Despite all the praise received by the defenders of the city , it was clear from the start that Mariupol was not the government’s top priority. Confronted with Russian threats on several fronts, the Zelensky government opted to secure the capital, thwarting what was arguably Vladimir Putin’s top priority.
Ultimately, that meant allowing Russian forces to achieve another of their prewar goals: the establishment of a land corridor between Crimea, annexed by Moscow in 1991, and the separatists in the Donbas.
But for those trapped in the city, fighting or just trying to survive, it was a bitter drink.
“Some say that Mariúpol it was granted the status of a heroic city”, Iván wrote in his diary on 13 of March.
“It seems that the award will be posthumous”.
Iván has photographed many corners of Mariúpol.
Iván couldn’t take it anymore. Outside the Dzerkalnyy supermarket, he saw dead bodies neatly stacked under a wall. People who used to queue for food were now in “the queue of the dead”, waiting to be buried.
So he 15 March, got four family members and their cat in his miraculously intact Skoda Fabia and joined a convoy for the tortuous journey northwest to government-controlled Zaporizhzhia.
At a viewpoint on Markelova Street that points towards the port and the beach, Iván allowed himself a brief moment of reflection.
“In my head I am saying goodbye to this place”, he recounted in his diary. “I have a feeling that we will never come back here.”
A day later, Mariia and five relatives also left by car, taking only personal belongings and the family dog. While leaving Mariupol, their convoy was attacked and the cars had to speed up to get out of danger, heading first to Zaporizhzhia and then to Dnipro.
The next day, Nataliia and Andreii left, after a neighbor offered them a space in his car. The couple eventually made it to the town of Khmelnytskyi, where they have been selling the family’s coin collection in order to survive.
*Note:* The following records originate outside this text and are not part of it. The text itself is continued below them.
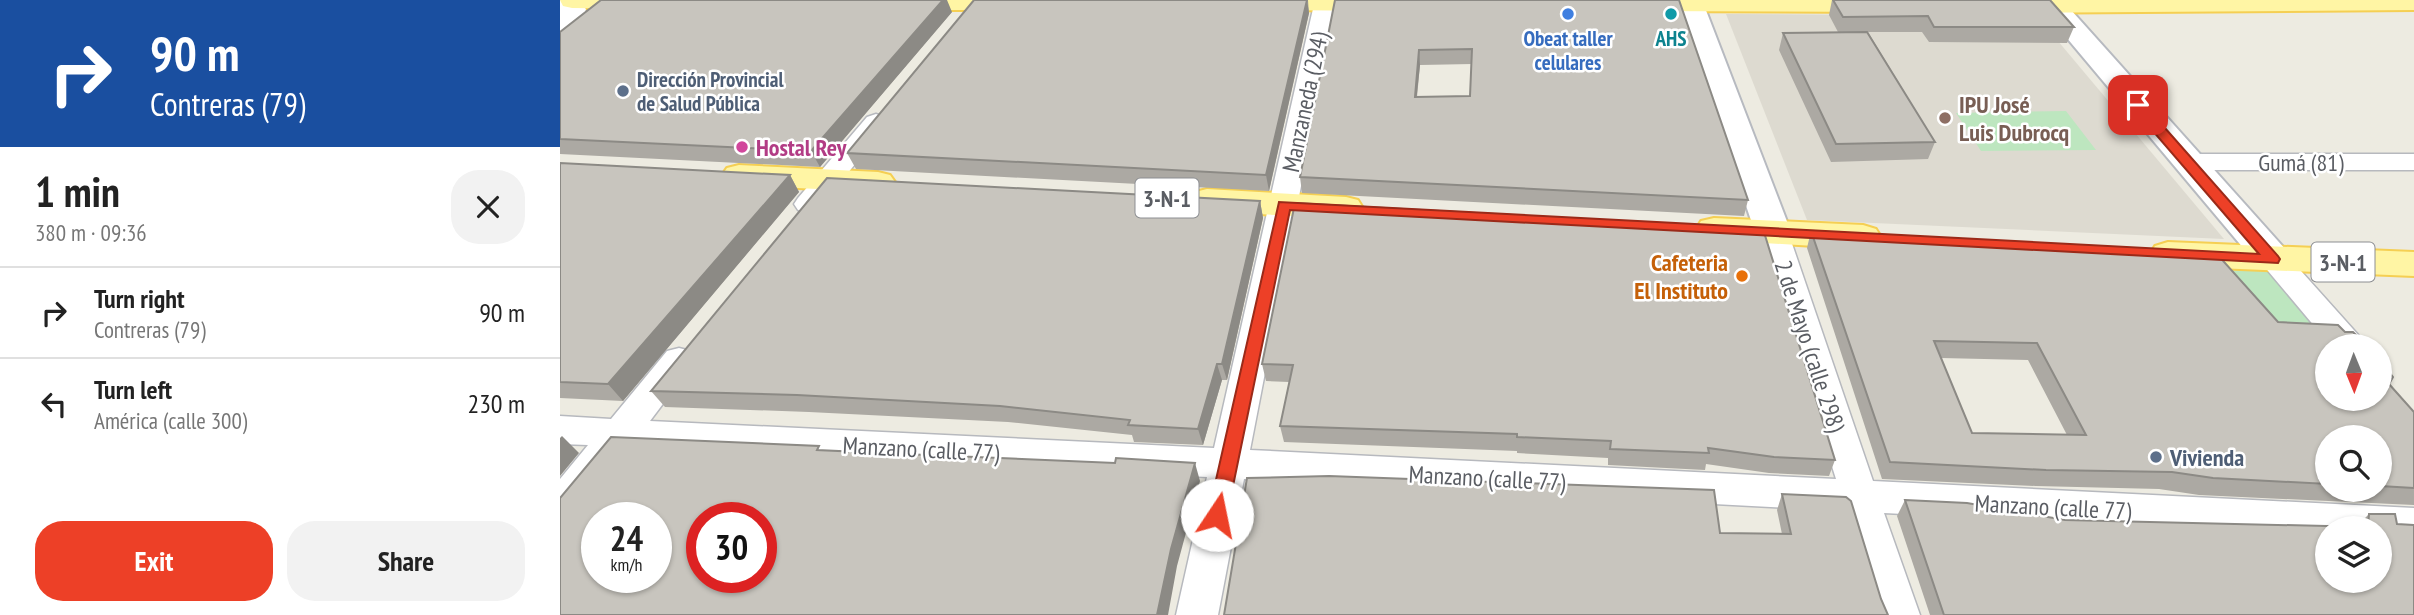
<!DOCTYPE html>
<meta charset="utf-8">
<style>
body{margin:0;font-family:"PT Sans Narrow",sans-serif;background:#f2f2f2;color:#222;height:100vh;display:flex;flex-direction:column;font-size:26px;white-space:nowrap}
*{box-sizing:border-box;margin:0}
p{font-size:23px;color:#767676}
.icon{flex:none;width:38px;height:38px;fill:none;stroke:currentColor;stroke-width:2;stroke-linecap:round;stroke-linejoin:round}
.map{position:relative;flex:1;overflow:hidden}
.drawer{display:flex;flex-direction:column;background:#fff;width:560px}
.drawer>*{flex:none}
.banner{background:#1a4fa0;color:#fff;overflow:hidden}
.needle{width:46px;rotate:179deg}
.buttons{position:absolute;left:1755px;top:334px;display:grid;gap:14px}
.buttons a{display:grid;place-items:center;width:77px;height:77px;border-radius:50%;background:#fff;box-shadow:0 2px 5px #0004;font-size:35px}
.speed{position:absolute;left:21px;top:502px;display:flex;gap:14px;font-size:35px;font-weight:700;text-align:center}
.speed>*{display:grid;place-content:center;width:91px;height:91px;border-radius:50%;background:#fff;box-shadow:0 2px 5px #0004;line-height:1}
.speed small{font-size:18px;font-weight:400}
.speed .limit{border:10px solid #d22;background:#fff;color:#111}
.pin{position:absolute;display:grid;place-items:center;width:60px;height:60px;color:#fff;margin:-30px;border-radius:14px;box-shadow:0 4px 10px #0006}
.me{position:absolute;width:77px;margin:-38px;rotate:11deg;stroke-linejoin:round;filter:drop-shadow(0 0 5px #0008)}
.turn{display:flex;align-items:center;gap:24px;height:147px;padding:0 35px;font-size:32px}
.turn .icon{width:91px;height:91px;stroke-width:2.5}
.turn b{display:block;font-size:49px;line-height:60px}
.round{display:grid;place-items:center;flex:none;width:74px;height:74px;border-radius:28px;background:#f2f2f2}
.head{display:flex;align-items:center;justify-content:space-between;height:119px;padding:0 35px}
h1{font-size:42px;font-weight:600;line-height:52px}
.primary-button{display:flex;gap:14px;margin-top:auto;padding:14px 35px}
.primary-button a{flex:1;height:80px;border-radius:28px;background:#ed4027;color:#fff;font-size:28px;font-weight:600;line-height:80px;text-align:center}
.primary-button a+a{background:#f2f2f2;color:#222}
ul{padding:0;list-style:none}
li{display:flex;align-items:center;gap:21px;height:91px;padding:0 35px;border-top:2px solid #e0e0e0}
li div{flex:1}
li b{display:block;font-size:26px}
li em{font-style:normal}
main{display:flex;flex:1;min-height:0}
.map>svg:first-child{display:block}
</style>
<main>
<section class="drawer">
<div class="banner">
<div class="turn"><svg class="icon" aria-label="right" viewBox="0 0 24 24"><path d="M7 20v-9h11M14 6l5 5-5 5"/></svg><div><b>90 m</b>Contreras (79)</div></div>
</div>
<div class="head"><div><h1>1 min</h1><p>380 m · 09:36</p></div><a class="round"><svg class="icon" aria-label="close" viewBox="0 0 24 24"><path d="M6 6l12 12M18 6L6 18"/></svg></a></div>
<ul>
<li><svg class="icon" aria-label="right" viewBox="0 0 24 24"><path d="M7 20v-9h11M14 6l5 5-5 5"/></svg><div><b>Turn right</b><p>Contreras (79)</p></div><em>90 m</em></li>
<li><svg class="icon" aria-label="left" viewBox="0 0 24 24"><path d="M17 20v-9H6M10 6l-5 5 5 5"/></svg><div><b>Turn left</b><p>América (calle 300)</p></div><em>230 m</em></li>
</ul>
<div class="primary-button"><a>Exit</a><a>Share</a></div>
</section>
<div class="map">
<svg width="1854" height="615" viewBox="0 0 1854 615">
<rect width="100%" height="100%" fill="#edebe1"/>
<path fill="#dddad0" d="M1166,14L1477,16L1664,239L1247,220Z"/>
<path fill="#bde6bf" d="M1506,111L1536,150L1421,151L1396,113Z
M1641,265L1706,269L1774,343L1705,339Z"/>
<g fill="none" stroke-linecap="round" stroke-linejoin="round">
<defs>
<path id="minor" d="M755,0H777L690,450L1276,479L1198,232L1203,225L1213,223L1223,225L1228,232L1313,481L1854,508V540L1820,538V528H1768V536L1324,513L1360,615H1318L1286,511L684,479L658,615H616L647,477L68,447L13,517L0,522V479L28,445L0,444V416L51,419L107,351L119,348L131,351L136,360L90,421L654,448Z
M316,114L325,117L329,122L258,210L248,213L238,210L234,204L238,198L307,117Z
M1627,154H1854V170H1627L1618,168L1614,162L1618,156Z
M1713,249L1724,252L1801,338L1805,346H1771L1698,259L1702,252Z"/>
<path id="tertiary" d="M0,0H16L26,9L16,41L0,42Z"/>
<path id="secondary" d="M1116,0H1142L1231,232L1226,240L1213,243L1200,240L1195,232Z
M1475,0H1502L1726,250L1731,259L1726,268L1713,271L1700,268Z"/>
<path id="primary" d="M0,0H104V1L100,7L91,9L12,8L3,6Z
M322,0H478L479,2L475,8L466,10H334L325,8Z
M682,0H837L839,3L835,9L826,11L694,10L685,8Z
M1058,0H1334L1336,4L1332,10L1323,12L1069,11L1060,9L1056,3Z
M1433,0H1854V10L1443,13L1434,11L1430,5Z
M179,165L318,172L330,175L335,182L330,189L318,192L179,185L167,182L162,175L167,168Z
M647,189L786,197L798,200L803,208L798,216L786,219L647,211L635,208L630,200L635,192Z
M1154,218L1303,225L1316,229L1321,237L1316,245L1303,249L1154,240L1141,237L1136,229L1141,221Z
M1608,242L1854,252V276L1608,266L1595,262L1590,254L1595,246Z"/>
</defs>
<use href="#minor" stroke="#b7b9be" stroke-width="3"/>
<use href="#tertiary" stroke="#b7b9be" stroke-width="4"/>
<use href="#secondary" stroke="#b7bac0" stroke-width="4"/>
<use href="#primary" stroke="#f5cf53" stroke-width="4"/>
<use href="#minor" fill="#fff" fill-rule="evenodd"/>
<use href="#tertiary" fill="#fff" fill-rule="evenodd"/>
<use href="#secondary" fill="#fff" fill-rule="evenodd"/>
<use href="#primary" fill="#fff5a4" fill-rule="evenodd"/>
</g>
<path fill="#aca9a3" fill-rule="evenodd" d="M414,0H748L749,13L709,191L296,169L287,153Z
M775,0H1119L1188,200L1184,216L742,193L740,177ZM912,64L910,96L857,97L860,65Z
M1272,0L1514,27L1507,43L1369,42L1362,32H1308L1375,142L1368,159L1271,162L1219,50L1223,33L1278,32L1269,15Z
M392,12L260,167L0,154V32Z
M0,163L230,175L239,192L63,401L0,398Z
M700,201L703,218L667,380H662L643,445L574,442L572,435L448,422L249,412L105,407L91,391Z
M735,203L1275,460L1269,476L1209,473L1146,464L1145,470L1048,465V458L957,453V451L724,442L720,426L729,382L706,381L702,364Z
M1251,231L1718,322L1829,384L1854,412V505L1639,495L1599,489L1476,486L1322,479L1247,248ZM1381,358L1468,360L1507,435L1412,433ZM1768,438H1820V490H1768Z
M1222,494L1321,599L1160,533L1222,534L1217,510Z
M1345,500L1505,520L1796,527L1809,514L1837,524L1854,615H1370L1337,516Z"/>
<path fill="#8c8a85" d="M383,0H387L392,12L260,167L251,151Z
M747,0L749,13L709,191L706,175Z
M859,50L860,65L855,112V97Z
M230,175L239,192L63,401L48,384Z
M700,201L703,218L667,380L662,364Z
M657,364L662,380L643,445L638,429Z
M2,436L19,453L0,476V438Z
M635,463L640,481L617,566L608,615H597L611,549Z"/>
<path fill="#c8c5be" stroke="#8c8a85" stroke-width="2" fill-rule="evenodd" d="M41,0H383L251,151L0,139V32Z
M414,0H747L706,175L287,153Z
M775,0H1119L1188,200L740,177ZM912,49L910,96L855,97L859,50Z
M1273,0H1490L1514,27H1374L1368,16L1283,17Z
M1307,32L1375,142L1276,144L1223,33Z
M0,163L230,175L48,384L0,382Z
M267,178L700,201L662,364H657L638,429L568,425L570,420L440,406L237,395L91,391Z
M735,203L1203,229L1275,460L1214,457L1148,448L1149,453L1050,449L1051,441L957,437V434L720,426L733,365L702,364Z
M1251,231L1656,253L1718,322L1778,325L1785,332H1793L1807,346H1768V399H1820V360L1823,364L1833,377L1829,384L1854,412V488L1820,486V438H1768V484L1653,478L1612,472L1486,470L1330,462ZM1374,341L1477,343L1526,435L1412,433Z
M51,437L259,446L257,450L367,455L555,463L556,458L635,463L611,549L597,615H0V498ZM37,518H96V578H37ZM142,518H201V578H142Z
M769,476L1154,490L1160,533L1231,534L1222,494L1286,497L1291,501L1321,599L1328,615H664L687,478Z
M1345,500L1407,503L1505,520L1808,527L1809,514H1835L1837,524L1854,525V615H1384ZM1768,528H1820V581H1768Z"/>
<path fill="#ed4027" stroke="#9a2a19" stroke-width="2" d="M1578,101L1582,102L1718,256L1720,259L1718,263L730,210L667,515L664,521L657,523L650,521L648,515L719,202L1699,254L1573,108L1571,105Z"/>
<circle fill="#3f7fe0" stroke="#fff" stroke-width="2.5" cx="1008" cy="14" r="7"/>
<circle fill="#0f9aa8" stroke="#fff" stroke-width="2.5" cx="1111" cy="14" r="7"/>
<g fill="#5c6f8a" stroke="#fff" stroke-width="2.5">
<circle cx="63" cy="91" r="7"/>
<circle cx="1596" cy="457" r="7"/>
</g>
<circle fill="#8d6e63" stroke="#fff" stroke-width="2.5" cx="1385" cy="118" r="7"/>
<circle fill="#d1479c" stroke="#fff" stroke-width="2.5" cx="182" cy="147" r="7"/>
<circle fill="#e8710a" stroke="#fff" stroke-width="2.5" cx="1182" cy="276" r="7"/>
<g text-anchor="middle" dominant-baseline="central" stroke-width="5" stroke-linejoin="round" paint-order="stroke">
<g font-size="21" font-weight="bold" fill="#366cbe" stroke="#fff">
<text x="1008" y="38">Obeat taller<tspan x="1008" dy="24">celulares</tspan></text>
</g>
<g font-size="21" font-weight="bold" fill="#0d838f" stroke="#fff">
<text x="1111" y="38">AHS</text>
</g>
<g font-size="21" font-weight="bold" fill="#4e5e75" stroke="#fff" text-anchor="start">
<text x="77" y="79">Dirección Provincial<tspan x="77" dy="24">de Salud Pública</tspan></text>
</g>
<g fill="#fff" stroke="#8c8e92" stroke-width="2">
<rect x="575.5" y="178.5" width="63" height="39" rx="5"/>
<rect x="1751.5" y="242.5" width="63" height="39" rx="5"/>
</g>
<g font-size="23" font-weight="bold" fill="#5a5d63">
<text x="607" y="198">3-N-1</text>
<text x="1783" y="262">3-N-1</text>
</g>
<g font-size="24" fill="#5a5d63" stroke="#fff">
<text transform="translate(745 102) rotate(-78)">Manzaneda (294)</text>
<text x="1741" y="162">Gumá (81)</text>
<text transform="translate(1250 346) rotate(72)">2 de Mayo (calle 298)</text>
<text transform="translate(361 449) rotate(3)">Manzano (calle 77)</text>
<text transform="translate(927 478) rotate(3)">Manzano (calle 77)</text>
<text transform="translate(1493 507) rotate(3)">Manzano (calle 77)</text>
</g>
<g font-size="24" font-weight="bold" fill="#785e54" stroke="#fff" text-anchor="start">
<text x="1399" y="104">IPU José<tspan x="1399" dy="28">Luis Dubrocq</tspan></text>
</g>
<g font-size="24" font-weight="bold" fill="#b23c85" stroke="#fff" text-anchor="start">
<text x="196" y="147">Hostal Rey</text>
</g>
<g font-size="24" font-weight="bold" fill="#c56008" stroke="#fff" text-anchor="end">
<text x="1168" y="262">Cafeteria<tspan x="1168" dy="28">El Instituto</tspan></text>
</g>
<g font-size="24" font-weight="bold" fill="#4e5e75" stroke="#fff" text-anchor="start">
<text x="1610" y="457">Vivienda</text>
</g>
</g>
</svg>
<div class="buttons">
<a><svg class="needle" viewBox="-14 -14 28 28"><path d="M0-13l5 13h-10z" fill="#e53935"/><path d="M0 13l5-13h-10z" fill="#767676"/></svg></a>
<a><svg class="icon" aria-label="search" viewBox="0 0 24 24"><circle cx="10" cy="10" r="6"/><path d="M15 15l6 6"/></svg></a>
<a><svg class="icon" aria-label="layers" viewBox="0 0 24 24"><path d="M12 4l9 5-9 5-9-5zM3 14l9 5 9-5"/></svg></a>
</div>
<div class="speed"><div>24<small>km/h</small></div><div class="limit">30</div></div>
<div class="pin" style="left:1578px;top:105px;background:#d93025"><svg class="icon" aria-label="arrive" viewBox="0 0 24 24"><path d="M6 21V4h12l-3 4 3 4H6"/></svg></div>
<svg class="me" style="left:657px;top:515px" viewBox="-20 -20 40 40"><circle r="19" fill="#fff"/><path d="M0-13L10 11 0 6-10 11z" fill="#ed4027"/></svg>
</div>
</main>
In that same convoy, Yevhen was traveling with his wife and another ros two relatives. Now she is in Dnipro, helping other residents who fled Mariupol and reaching out to those who remain.
The apartment block where Iván lived was destroyed.
Volodymyr, the paramedic, stayed in Mariupol as long as he could to take care of his elderly mother. But deprived of special food and medicine, she died. He left town on 15 in April and volunteered at a hospital in Dnipro.
“There are thousands and thousands of families like mine,” he says. “How many people have died? How many families have been lost?
Two months after escaping, Ivan continues to watch Mariupol’s agony from the relative safety of Lviv.
In the poignant afterword to her diary, she wrote about instant memories, text messages about deaths, or lucky escapes.
And unanswered phone calls: “The user is out of coverage”.